TASK ITEM ->
Take each line in the entries below that holds "JSON" and show it.

ENTRIES SUPPLIED ->
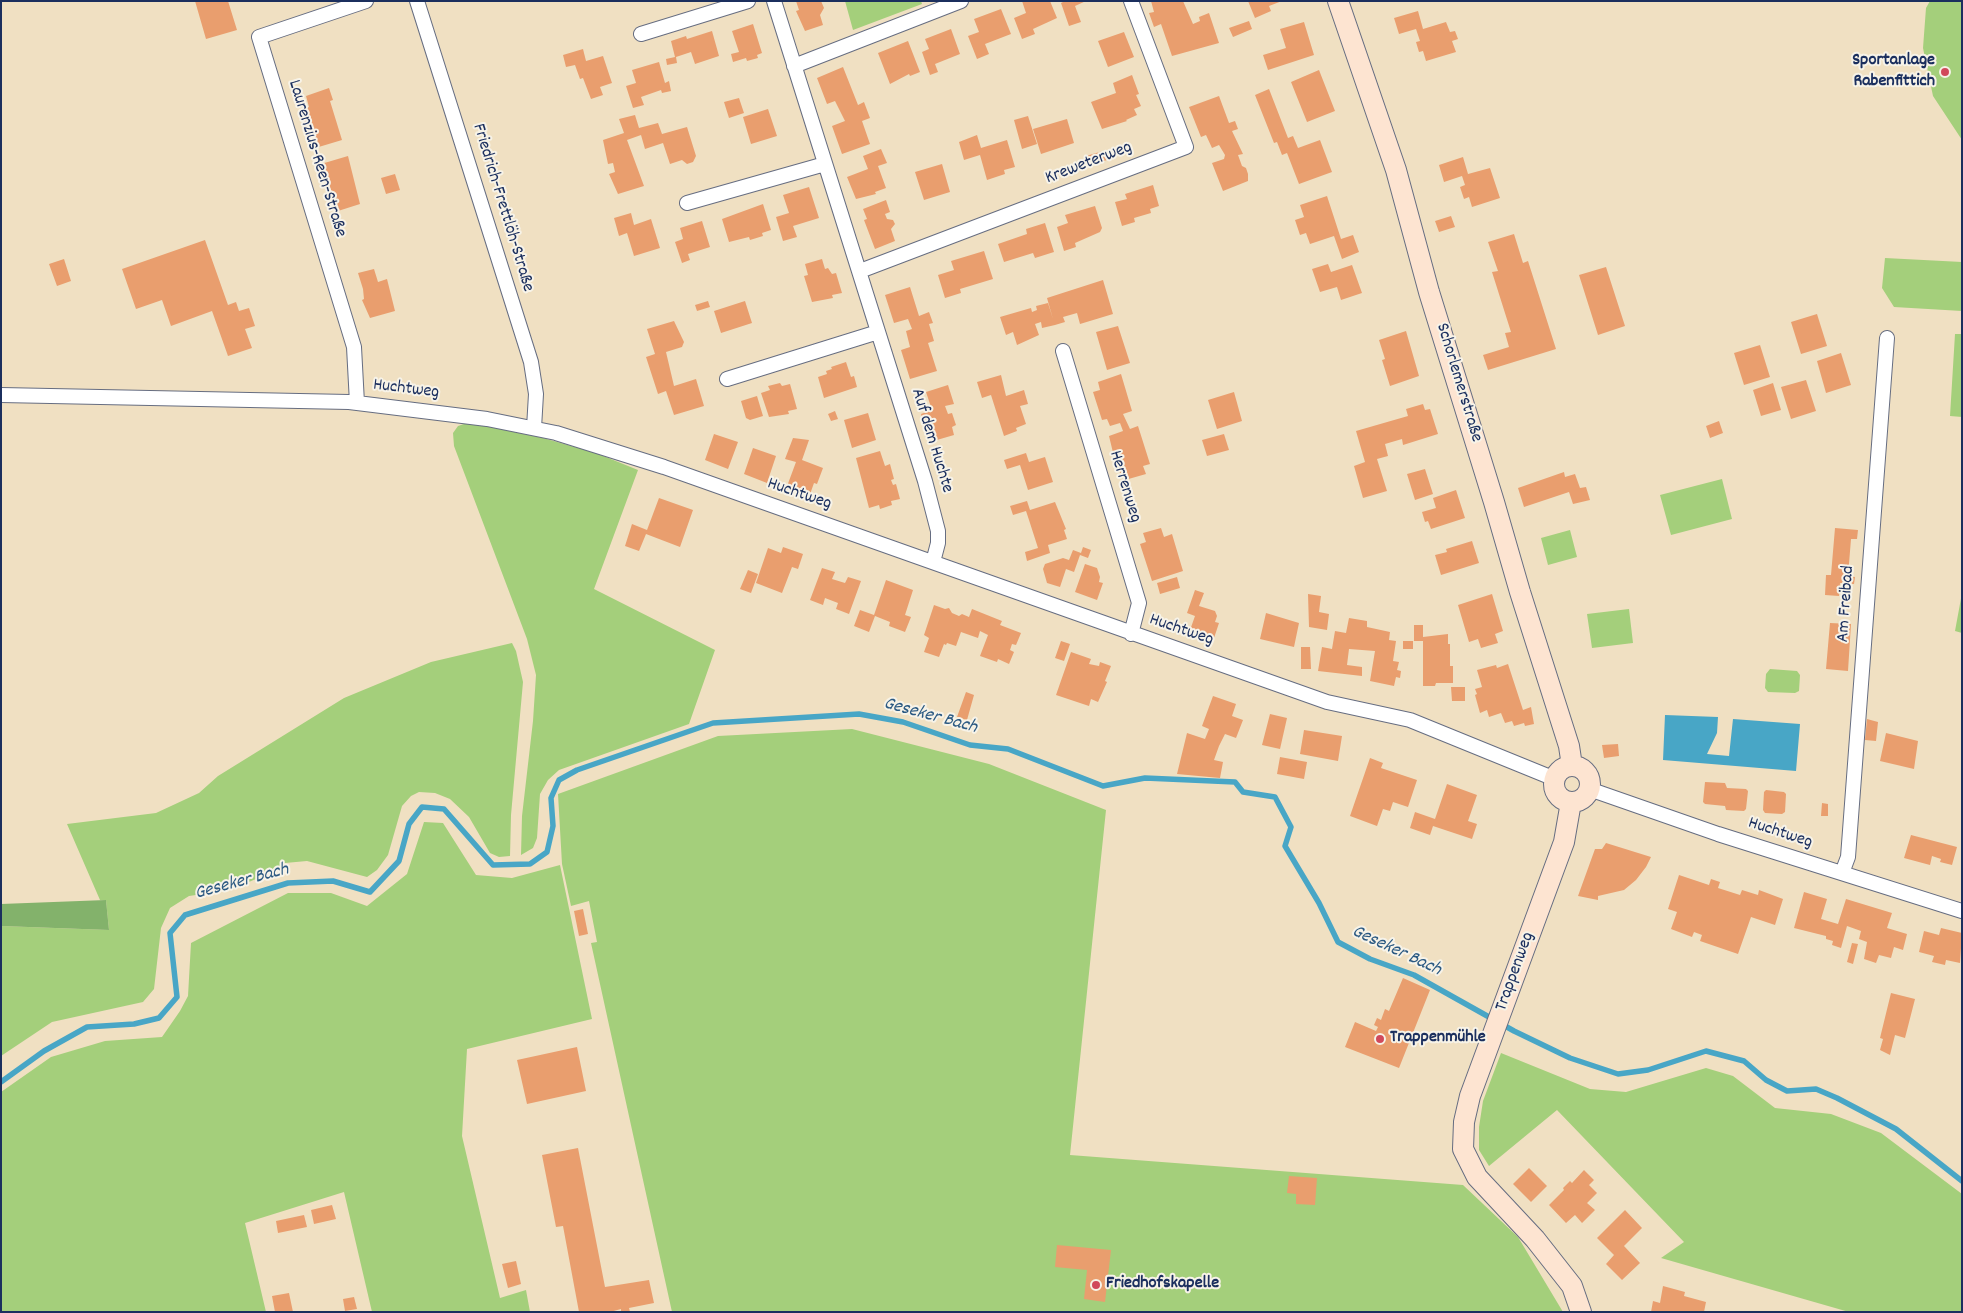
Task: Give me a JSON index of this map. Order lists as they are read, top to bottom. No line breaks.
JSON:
{"streets":{"street":["Laurenzius-Reen-Straße","Kreweterweg","Friedrich-Frettlöh-Straße","Schorlemerstraße","Huchtweg","Auf dem Huchte","Herrenweg","Am Freibad","Trappenweg"]},"crossings":[["Laurenzius-Reen-Straße","Huchtweg"],["Kreweterweg","Auf dem Huchte"],["Friedrich-Frettlöh-Straße","Huchtweg"],["Schorlemerstraße","Huchtweg"],["Schorlemerstraße","Trappenweg"],["Huchtweg","Auf dem Huchte"],["Huchtweg","Herrenweg"],["Huchtweg","Am Freibad"],["Huchtweg","Trappenweg"]],"water":["Geseker Bach"],"places":["Sportanlage Rabenfittich","Trappenmühle","Friedhofskapelle"]}
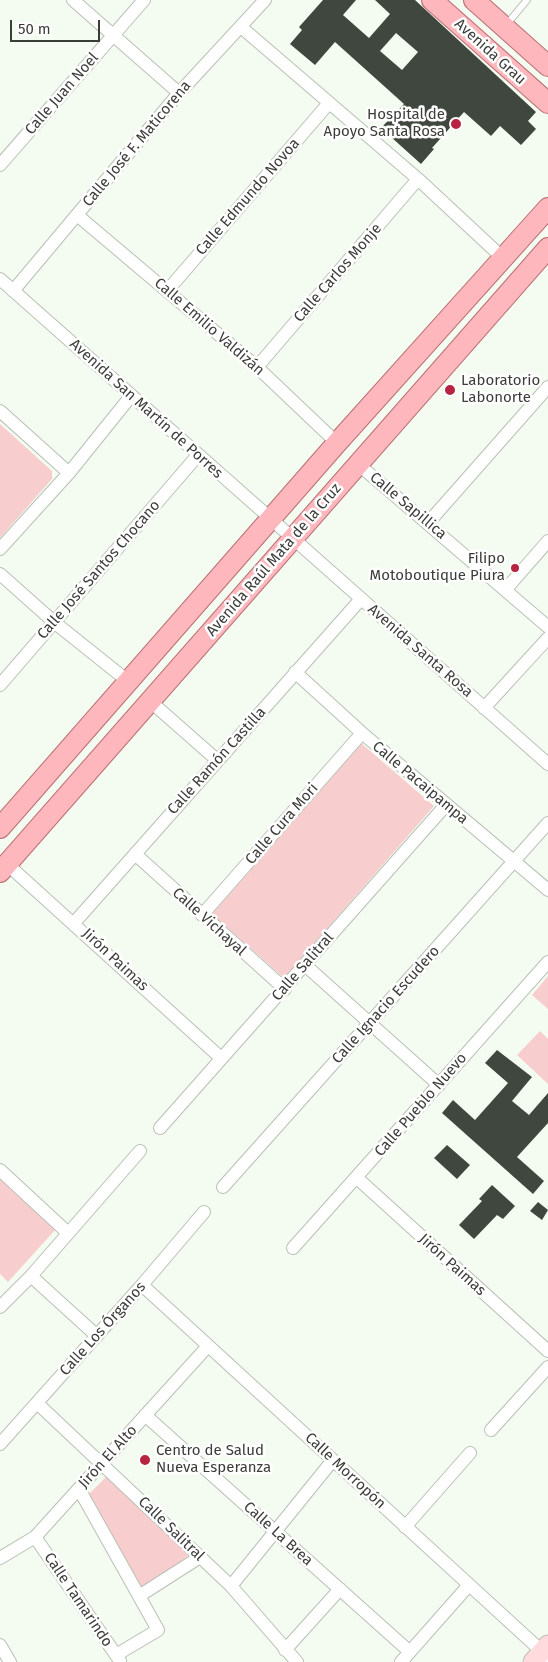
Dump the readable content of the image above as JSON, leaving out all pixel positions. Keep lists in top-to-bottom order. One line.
{"streets":{"main road":["Avenida Grau","Avenida Raúl Mata de la Cruz"],"street":["Calle Juan Noel","Calle José F. Maticorena","Calle Edmundo Novoa","Calle Carlos Monje","Calle Emilio Valdizán","Avenida San Martín de Porres","Calle Sapillica","Calle José Santos Chocano","Avenida Santa Rosa","Calle Ramón Castilla","Calle Pacaipampa","Calle Cura Mori","Calle Vichayal","Jirón Paimas","Calle Salitral","Calle Ignacio Escudero","Calle Pueblo Nuevo","Calle Los Órganos","Jirón El Alto","Calle Morropón","Calle La Brea","Calle Tamarindo"]},"crossings":[["Calle José F. Maticorena","Calle Emilio Valdizán"],["Calle José F. Maticorena","Avenida San Martín de Porres"],["Calle Edmundo Novoa","Calle Emilio Valdizán"],["Calle Carlos Monje","Calle Emilio Valdizán"],["Calle Emilio Valdizán","Avenida Raúl Mata de la Cruz"],["Avenida San Martín de Porres","Avenida Raúl Mata de la Cruz"],["Avenida San Martín de Porres","Calle José Santos Chocano"],["Avenida San Martín de Porres","Avenida Santa Rosa"],["Calle Sapillica","Avenida Raúl Mata de la Cruz"],["Avenida Raúl Mata de la Cruz","Avenida Santa Rosa"],["Avenida Raúl Mata de la Cruz","Jirón Paimas"],["Avenida Santa Rosa","Calle Ramón Castilla"],["Calle Ramón Castilla","Calle Pacaipampa"],["Calle Ramón Castilla","Calle Vichayal"],["Calle Ramón Castilla","Jirón Paimas"],["Calle Pacaipampa","Calle Cura Mori"],["Calle Pacaipampa","Calle Salitral"],["Calle Pacaipampa","Calle Ignacio Escudero"],["Calle Cura Mori","Calle Vichayal"],["Calle Vichayal","Calle Salitral"],["Jirón Paimas","Calle Salitral"],["Jirón Paimas","Calle Pueblo Nuevo"],["Calle Salitral","Calle Los Órganos"],["Calle Salitral","Jirón El Alto"],["Calle Los Órganos","Calle Morropón"],["Jirón El Alto","Calle Morropón"],["Jirón El Alto","Calle La Brea"],["Jirón El Alto","Calle Tamarindo"]],"places":["Hospital de Apoyo Santa Rosa","Laboratorio Labonorte","Filipo Motoboutique Piura","Centro de Salud Nueva Esperanza"],"scale_bar":"50 m"}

EXERCISE ANSWER ->
Task: Give me a JSON index of this map. Order lists as they are read, top to bottom. No line breaks.
JSON:
Dump the readable content of the image above as JSON, leaving out all pixel positions. Keep lists in top-to-bottom order. One line.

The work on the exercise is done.